My Human Mind... in Me Being Me
Revised: 03/15/2023 1:42 p.m.
- March 15, 2023, 7 a.m.
Is not right because I have all this anger towards one person and I really don’t care one way or the other if they live or die. And I don’t care that they are so slfish and uncarring.
I like to think that I am a very libral type of person and that I try to make everyone happy except me. I have been like this my wwhole life and it really hasn’t worked out that well. Because I am the one who is suffering so to speak. Some people just don’t get it… When i explan something about me they think that I am full of shit and I don’t know what I am talking about. Like with this heat thing....I told the landlady that I sleep better and I am generally happier when I am comfoprtable. But with the way she has control of this heat there never is any comfort. I am either too cold or too hot depending what room I fo into and there is no consistancy with the heat. So I wake up miserable and hating the world and then by the time the heat comes on I go have a nap because I figure I never know when the heat will go down to 62 so I figure an hour or two of sleep with add on to my night time sleep till the heat goes down. And when the heat is not at 68 I turn the oven on till the tempature reaches 70. I know this is a waste of elctricity but what else can I do that she will approve of? Actually almost everything I wanted like the space heater she said no because she is afreaid of fire and I asked for the heat to stay at 68 and she said no and I didsuggest an electric blanket and she said she would pay the electricty for that. How can she say no to that? She already pays for the electricity so what would she say no? But then I decided that with the electric blanket I would get way too hot and I don’t like that. So there is no elctric blanket. So I figure the oven is the most expensive electric thing so I am using that and I don’t care how much her electricity will cost.

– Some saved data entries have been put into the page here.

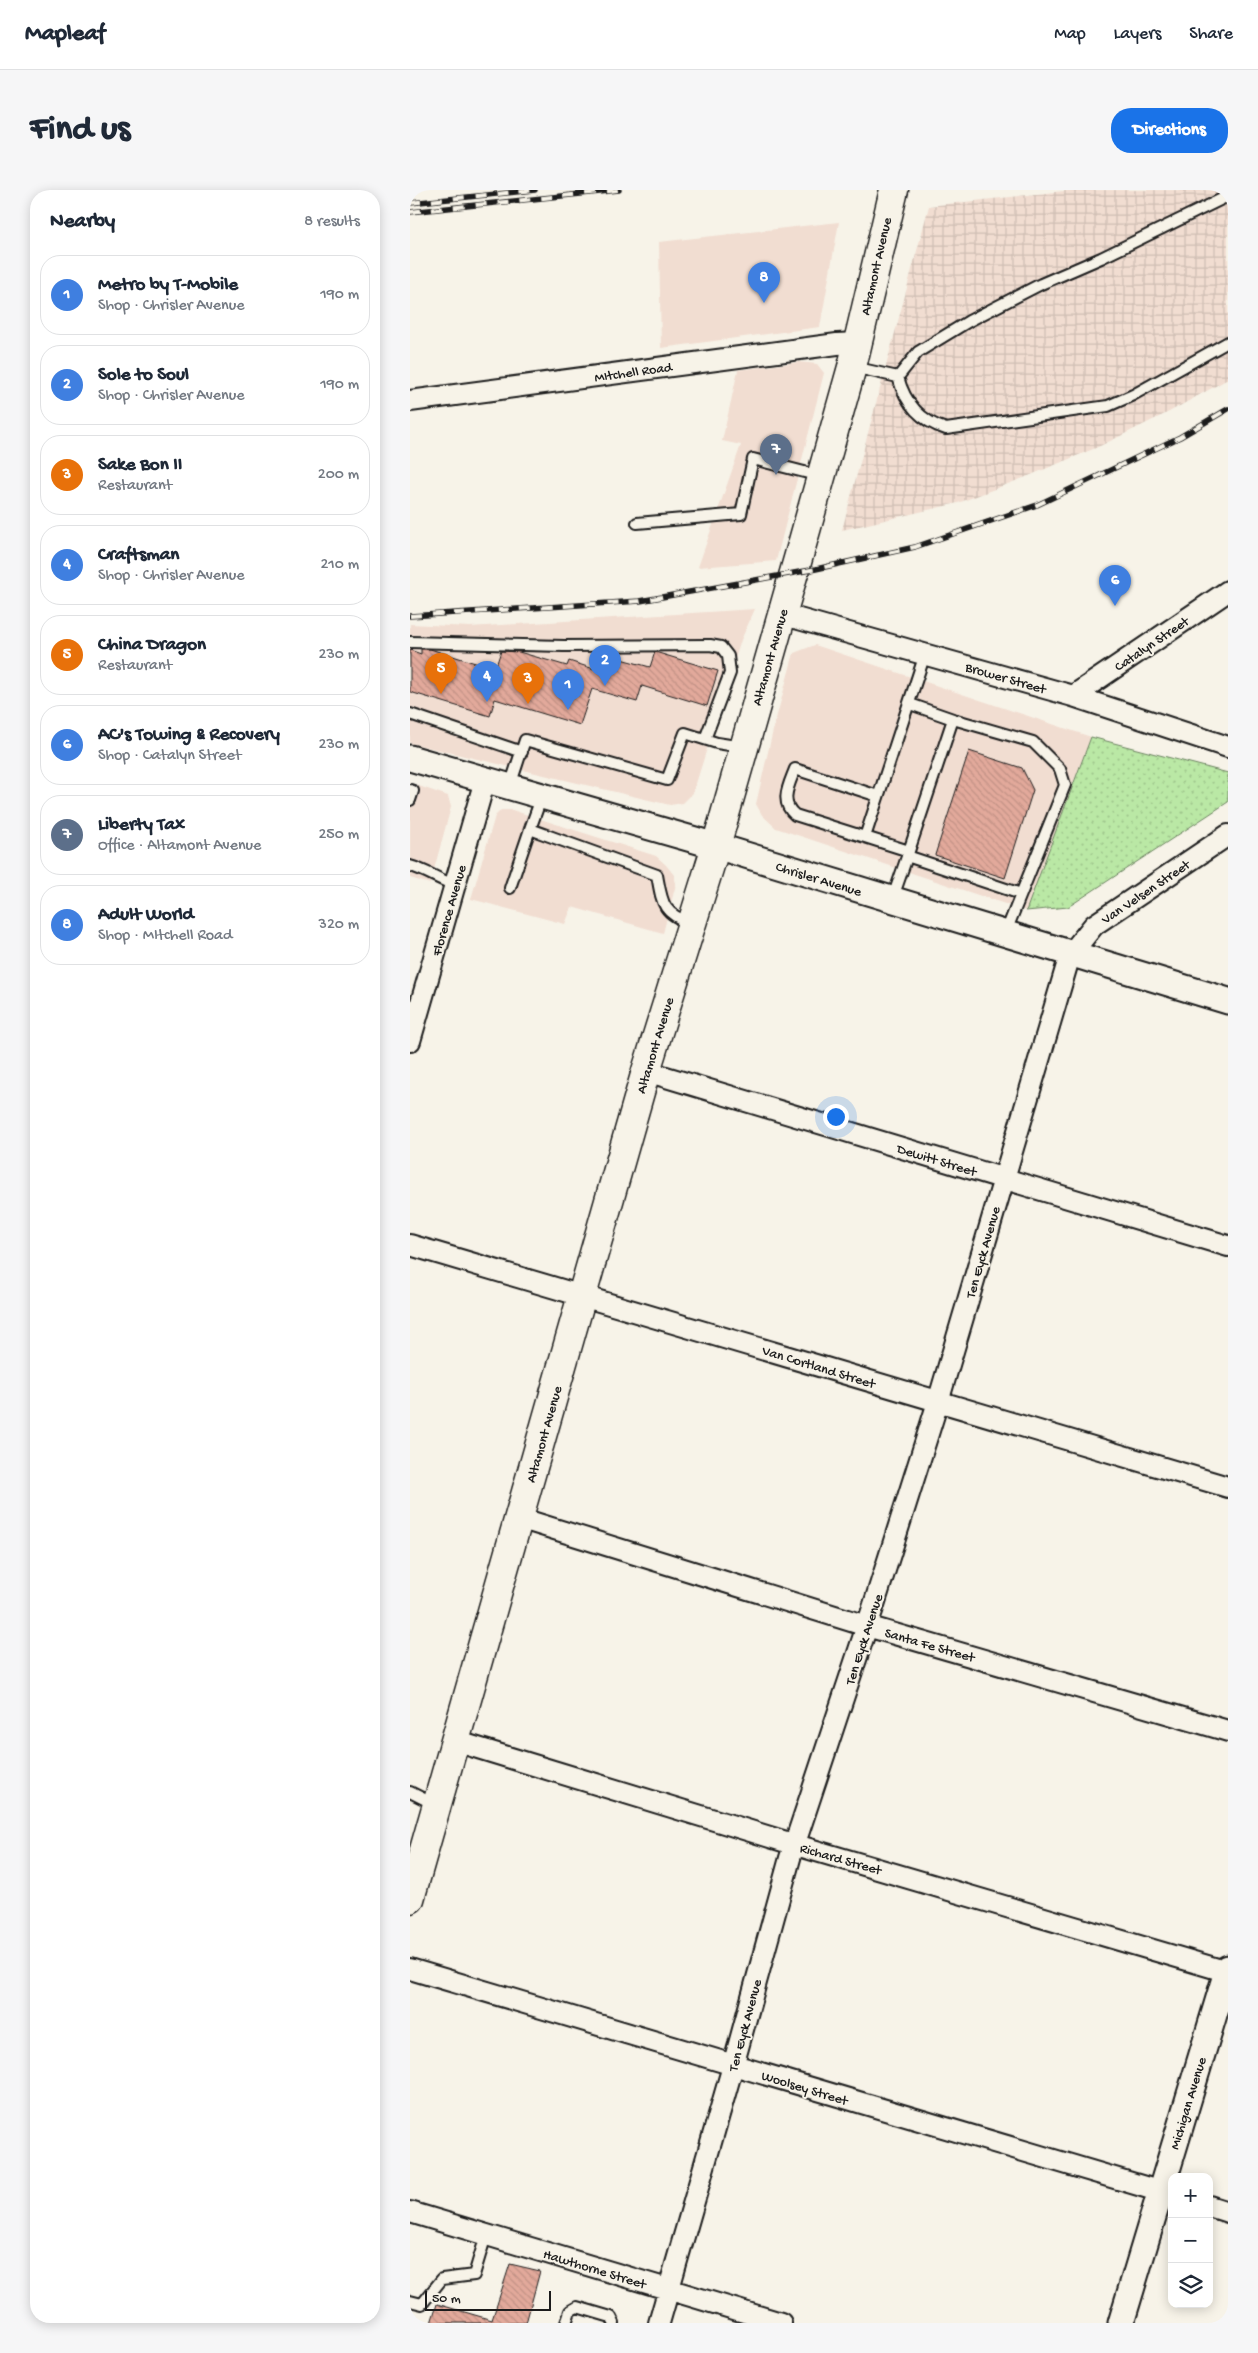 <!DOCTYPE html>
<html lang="en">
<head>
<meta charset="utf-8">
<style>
	:root { --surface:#fff; --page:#f6f6f7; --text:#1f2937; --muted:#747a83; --line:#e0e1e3; --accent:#1a73e8 }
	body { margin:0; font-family:"Gochi Hand",sans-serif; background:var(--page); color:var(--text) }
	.controls { position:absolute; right:15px; bottom:15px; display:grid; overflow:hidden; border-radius:10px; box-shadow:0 2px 12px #0003 }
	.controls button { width:45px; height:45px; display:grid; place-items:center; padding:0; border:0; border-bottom:1px solid var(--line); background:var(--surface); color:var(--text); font:25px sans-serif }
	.scale { position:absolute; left:15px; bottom:12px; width:126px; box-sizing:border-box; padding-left:5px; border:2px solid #1c1c1c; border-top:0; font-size:14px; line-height:18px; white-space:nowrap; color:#1c1c1c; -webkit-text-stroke:4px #f7f3e8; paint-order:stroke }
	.you { position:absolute; left:425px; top:926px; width:18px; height:18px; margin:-12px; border:4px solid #fff; border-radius:50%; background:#1a73e8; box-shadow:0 0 0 8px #1a73e833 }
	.badge { display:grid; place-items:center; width:32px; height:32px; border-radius:50%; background:var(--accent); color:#fff; font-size:16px; font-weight:700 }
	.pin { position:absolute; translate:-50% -41px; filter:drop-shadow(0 1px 2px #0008) }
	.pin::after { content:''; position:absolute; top:26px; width:18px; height:15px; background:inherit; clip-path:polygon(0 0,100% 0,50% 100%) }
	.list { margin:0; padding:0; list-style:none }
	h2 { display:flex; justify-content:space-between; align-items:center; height:65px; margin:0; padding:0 20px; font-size:21px }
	h2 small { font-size:16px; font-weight:400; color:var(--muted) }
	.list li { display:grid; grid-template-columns:32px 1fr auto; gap:15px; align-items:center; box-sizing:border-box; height:80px; margin:0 10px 10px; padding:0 10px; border:1px solid var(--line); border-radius:20px }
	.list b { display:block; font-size:19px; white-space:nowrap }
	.list p { margin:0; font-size:16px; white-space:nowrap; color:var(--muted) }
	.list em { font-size:16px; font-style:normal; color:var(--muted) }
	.icon { flex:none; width:28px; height:28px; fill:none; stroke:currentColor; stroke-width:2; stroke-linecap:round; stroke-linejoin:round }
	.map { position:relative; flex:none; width:818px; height:2133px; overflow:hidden; border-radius:20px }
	header { display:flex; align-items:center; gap:30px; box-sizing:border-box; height:70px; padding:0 25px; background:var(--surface); border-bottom:1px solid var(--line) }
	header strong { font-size:24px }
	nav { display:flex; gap:28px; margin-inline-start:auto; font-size:18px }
	.intro { display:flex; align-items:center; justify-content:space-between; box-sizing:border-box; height:120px; padding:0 30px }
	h1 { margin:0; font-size:35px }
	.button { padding:12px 22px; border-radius:20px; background:var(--accent); color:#fff; font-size:18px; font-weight:700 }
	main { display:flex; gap:30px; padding:0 30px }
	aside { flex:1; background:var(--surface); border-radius:20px; box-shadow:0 2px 12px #0003 }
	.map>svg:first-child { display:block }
</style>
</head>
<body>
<header>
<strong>Mapleaf</strong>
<nav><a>Map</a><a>Layers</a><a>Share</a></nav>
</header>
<div class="intro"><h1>Find us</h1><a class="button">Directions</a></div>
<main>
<aside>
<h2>Nearby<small>8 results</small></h2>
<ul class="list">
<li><span class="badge" style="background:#3f7fe0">1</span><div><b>Metro by T-Mobile</b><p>Shop · Chrisler Avenue</p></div><em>190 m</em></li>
<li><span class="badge" style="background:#3f7fe0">2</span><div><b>Sole to Soul</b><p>Shop · Chrisler Avenue</p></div><em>190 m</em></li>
<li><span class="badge" style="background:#e8710a">3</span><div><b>Sake Bon II</b><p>Restaurant</p></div><em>200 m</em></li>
<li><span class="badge" style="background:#3f7fe0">4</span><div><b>Craftsman</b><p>Shop · Chrisler Avenue</p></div><em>210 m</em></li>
<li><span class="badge" style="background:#e8710a">5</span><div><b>China Dragon</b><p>Restaurant</p></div><em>230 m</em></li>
<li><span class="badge" style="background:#3f7fe0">6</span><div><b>AC's Towing &amp; Recovery</b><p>Shop · Catalyn Street</p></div><em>230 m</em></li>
<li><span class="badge" style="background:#5c6f8a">7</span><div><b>Liberty Tax</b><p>Office · Altamont Avenue</p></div><em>250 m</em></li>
<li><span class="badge" style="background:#3f7fe0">8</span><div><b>Adult World</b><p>Shop · MItchell Road</p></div><em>320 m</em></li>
</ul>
</aside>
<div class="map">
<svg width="818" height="2133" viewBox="0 0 818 2133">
	<defs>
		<pattern id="industrial-grid" width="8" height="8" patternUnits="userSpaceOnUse" patternTransform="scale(1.25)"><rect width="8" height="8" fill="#f1ddd1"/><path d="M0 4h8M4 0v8" fill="none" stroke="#cebdb3"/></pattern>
		<pattern id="green-dots" width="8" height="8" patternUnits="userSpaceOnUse" patternTransform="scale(1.25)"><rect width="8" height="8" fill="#bae8a5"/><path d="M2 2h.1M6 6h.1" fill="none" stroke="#9fc68d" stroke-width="1.8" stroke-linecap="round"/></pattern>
		<pattern id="building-back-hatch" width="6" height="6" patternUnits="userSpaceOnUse" patternTransform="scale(1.25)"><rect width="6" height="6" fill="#e2a99b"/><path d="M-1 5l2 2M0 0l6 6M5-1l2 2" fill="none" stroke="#c19185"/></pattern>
	</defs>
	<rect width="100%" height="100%" fill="#f7f3e8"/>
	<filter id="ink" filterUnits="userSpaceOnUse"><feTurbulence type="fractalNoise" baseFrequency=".02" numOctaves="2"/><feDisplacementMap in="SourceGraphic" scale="10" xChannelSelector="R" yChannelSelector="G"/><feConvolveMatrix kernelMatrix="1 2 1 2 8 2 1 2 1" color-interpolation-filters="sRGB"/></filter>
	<g filter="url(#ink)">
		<!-- built -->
		<path fill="#f1ddd1" d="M429,32L410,137L251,158L249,52Z
			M389,172L407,174L414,183L366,371L288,377L331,255L312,251L328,180Z
			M345,419L331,450L283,603L273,613L260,615L0,553V434L60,437Z
			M405,455L681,547L616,721L366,638L352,625L346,614L364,536L384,463Z
			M0,593L38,606L41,617L20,694L0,688Z
			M91,620H102L246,666L256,675L264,685L266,694L253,743L162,717L155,734L61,709L85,626Z"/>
		<!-- industrial -->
		<path fill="url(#industrial-grid)" d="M663,0H818V189L759,222L688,257L616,287L548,313L432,340L519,16Z"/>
		<!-- green -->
		<path fill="url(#green-dots)" stroke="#6b8260" d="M681,547L818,583V612L658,717L616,721Z"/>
		<!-- building -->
		<path fill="url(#building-back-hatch)" stroke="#1c1c1c" d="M11,459H20L85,479L91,461L109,462L157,476L159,471L184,479L189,463L240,477L245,462L308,481L297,516L232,496L227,512L182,499L170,535L85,509L80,526L0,502V460L11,464Z
			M559,561L612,578L623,600L595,688L525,665Z
			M100,2074L130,2081L116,2133H21L27,2114L82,2130Z"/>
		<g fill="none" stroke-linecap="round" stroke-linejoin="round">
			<!-- service casing -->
			<g stroke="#1c1c1c" stroke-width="14">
				<path id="service" d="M443,177L488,187
					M488,187L508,162L559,131L631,94L691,68L818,6
					M488,187C495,213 510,231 536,239L698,216L723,205L818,152
					M227,333L331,324L343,269L410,286
					M0,452L154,456L300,455L311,457L318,466L320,483L295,549
					M500,514L543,529L499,661L455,647L515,464
					M0,524L112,562
					M543,529L623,552L650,579L655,595L595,744
					M100,596L115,550L257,590L275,543L307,553L332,557
					M0,600L3,601L0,610
					M120,639L132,606
					M455,647L385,625C369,612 379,595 385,579L468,606
					M497,666L611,704
					M0,676C16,680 29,690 45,695
					M100,698L120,639L247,685C252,712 252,724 281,733
					M482,710L499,661
					M0,1602L26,1615
					M0,2111L12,2114L32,2089L64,2085L76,2045
					M156,2133L160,2121L167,2117L201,2127L204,2133"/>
			</g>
			<!-- minor casing -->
			<g stroke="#1c1c1c" stroke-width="24">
				<path id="minor" d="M0,211L427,154L447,153
					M371,424L663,506L818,557
					M663,506L818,401
					M0,851L75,590
					M236,881L818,1056
					M0,1055L818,1297
					M109,1328L457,1436L818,1541
					M45,1551L386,1655L818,1782
					M0,1779L762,2005
					M799,2016L818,2022
					M0,2022L371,2133
					M249,2133L323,1876L380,1668L463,1418L528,1212L660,765L684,735L818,645"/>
			</g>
			<!-- tertiary casing -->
			<g stroke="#1c1c1c" stroke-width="29">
				<path id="tertiary" d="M0,568L306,656L818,811
					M711,2133L818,1778"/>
			</g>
			<!-- secondary casing -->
			<g stroke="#1c1c1c" stroke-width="31">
				<path id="secondary" d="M0,1709L236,881L306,656L393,351L442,177L484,0"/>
			</g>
			<!-- service -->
			<use href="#service" stroke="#f7f3e8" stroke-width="10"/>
			<!-- minor -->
			<use href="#minor" stroke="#f7f3e8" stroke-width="20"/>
			<!-- tertiary -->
			<use href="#tertiary" stroke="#f7f3e8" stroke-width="25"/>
			<!-- secondary -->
			<use href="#secondary" stroke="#f7f3e8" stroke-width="28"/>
			<!-- rail casing -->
			<g stroke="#1c1c1c" stroke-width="5.5">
				<path id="rail" d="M0,13L125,0
					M0,22L209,0
					M0,426L230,411L406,379L505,357L627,315L770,247L818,219"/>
			</g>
			<!-- rail -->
			<use href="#rail" stroke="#f7f3e8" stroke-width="4" stroke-dasharray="11" stroke-linecap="butt"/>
		</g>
	</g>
	<g text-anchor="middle" stroke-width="4" stroke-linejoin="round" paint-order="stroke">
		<!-- street labels -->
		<g font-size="14" fill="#1c1c1c" stroke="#f7f3e8">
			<text transform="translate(465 76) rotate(-77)" y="5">Altamont Avenue</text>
			<text transform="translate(223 181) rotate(-8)" y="5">MItchell Road</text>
			<text transform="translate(741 453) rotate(-34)" y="5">Catalyn Street</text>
			<text transform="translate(359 467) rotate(-74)" y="5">Altamont Avenue</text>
			<text transform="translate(596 487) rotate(16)" y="5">Brower Street</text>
			<text transform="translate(409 688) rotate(17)" y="5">Chrisler Avenue</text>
			<text transform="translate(735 701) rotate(-34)" y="5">Van Velsen Street</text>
			<text transform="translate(38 720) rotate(-74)" y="5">Florence Avenue</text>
			<text transform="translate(244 855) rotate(-73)" y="5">Altamont Avenue</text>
			<text transform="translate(527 969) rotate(17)" y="5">Dewitt Street</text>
			<text transform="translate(572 1062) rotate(-74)" y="5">Ten Eyck Avenue</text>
			<text transform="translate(409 1176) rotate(17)" y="5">Van Cortland Street</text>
			<text transform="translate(133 1244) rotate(-74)" y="5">Altamont Avenue</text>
			<text transform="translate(453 1449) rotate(-72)" y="5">Ten Eyck Avenue</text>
			<text transform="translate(520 1454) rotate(16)" y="5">Santa Fe Street</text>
			<text transform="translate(431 1668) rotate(16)" y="5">Richard Street</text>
			<text transform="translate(334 1835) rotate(-75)" y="5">Ten Eyck Avenue</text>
			<text transform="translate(395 1897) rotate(17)" y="5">Woolsey Street</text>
			<text transform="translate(777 1913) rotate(-73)" y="5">Michigan Avenue</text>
			<text transform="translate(185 2078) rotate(17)" y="5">Hawthorne Street</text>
		</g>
	</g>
</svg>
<div class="controls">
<button>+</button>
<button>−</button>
<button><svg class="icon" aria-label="layers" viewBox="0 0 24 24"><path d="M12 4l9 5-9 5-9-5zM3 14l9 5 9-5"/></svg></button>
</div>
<div class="scale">50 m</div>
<div class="you"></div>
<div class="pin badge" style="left:158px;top:520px;background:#3f7fe0">1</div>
<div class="pin badge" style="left:195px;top:496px;background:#3f7fe0">2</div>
<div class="pin badge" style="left:118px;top:514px;background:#e8710a">3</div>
<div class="pin badge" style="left:77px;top:512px;background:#3f7fe0">4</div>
<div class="pin badge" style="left:31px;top:504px;background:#e8710a">5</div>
<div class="pin badge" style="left:705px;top:416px;background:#3f7fe0">6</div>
<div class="pin badge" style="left:366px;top:285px;background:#5c6f8a">7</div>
<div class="pin badge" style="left:354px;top:113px;background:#3f7fe0">8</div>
</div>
</main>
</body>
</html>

I really hate being so selfish it’s just not who I am but there has to come a time where I am number one and everyone else is number two and three.
The thing I really prefer is to get along and to have communication because without those there is nothing…not even being an aquaintance. I just look at the person and think not much and don’t care if they live or die. I think this is called being Meh. But the one thing I do know for a fact is that no one in this world can take away my feelings and whatever they are they are valid. And asl long as I don’t hurt anyone then I can do what I want. And even me saying what is on my mind is okay, because it’s just words. And if you know me well enough then you know I will never ever actually do what I have said.
I have a question? How does a person stop thinking about wanting to do harm to a person? Is that doable? But the one thing I am slowly doing is just not caring and I think for right now it is working....I still have a long ways to go but I seem to be happier.
Onto something else…
Last nights dinner turned out really good. I think this will be my new go to chicken drumsticks recipie in the airfryer. I just need to learn and do other things like vegetables in there also.
But tonight I want to make meat loaf and this is the new recipie I am going to use.....
I am finding that I am making a lot more Keto recipies and so far they have turned out really good.
Onto something else....
I think I have figured out why my washer leaks and that is because the hose that goes from the pump to the rinse is either clogged or bent or broken and it only leaks sometimes so it will be like pulling eye teeth to get the idiot landlady to fix it. because she doesn’t fix things unless she can see it malfunctioning. And she won’t take my word for it because I have no idea what I am talking about. And when I have told her what I read or who I talked to she she tells me that the people have no idea what they are talking about and the information I read is all wrong. But then she does the exact same thing and fixes it. But she never fixes it perfectly.
Onto something else…
Well I need to stop here…
Do have a great day…
Be Kind, Be Calm, Be Safe, and Behave.
Last updated 6 days ago
Beret ⋅ 6 days ago
For as long as I have read your diary you have been complaining about the landlady. Every single day. Why don't you do something about it? The conditions you are living in, i.e., mold, are not good for your health. Just get out of there.
Jodie Beret ⋅ 5 days ago
That is a lot easier said then done. And if I had the money I would be moving in a heart beat but right now there is just too many expenses so I am forced to stay here. And the reson I am always talking about this idiot is because by law she has to fix things and she isn't. And I want to be fair and give her a chance to fix this because when I do move she will have to fix it anyways for the next enters and if it's like this they won't be living here. I do have other options but I am not ready to take them just yet....but I will and I will win...
Gulf Girl ⋅ 5 days ago
I realize that not everyone is in a position to move as soon as they want to. I've had to deal with crappy landlords too, and it took me half a decade before I could afford to escape. You certainly won't be trapped there forever. You'll get a chance to get out sooner or later.
Jodie Gulf Girl ⋅ 5 days ago
I know. But in the meantime I just wish that we got along and that she actually listened to me and don't tell me I am wrong and I know shit. That is why I hate her so much...and there is zero communication and no inspections.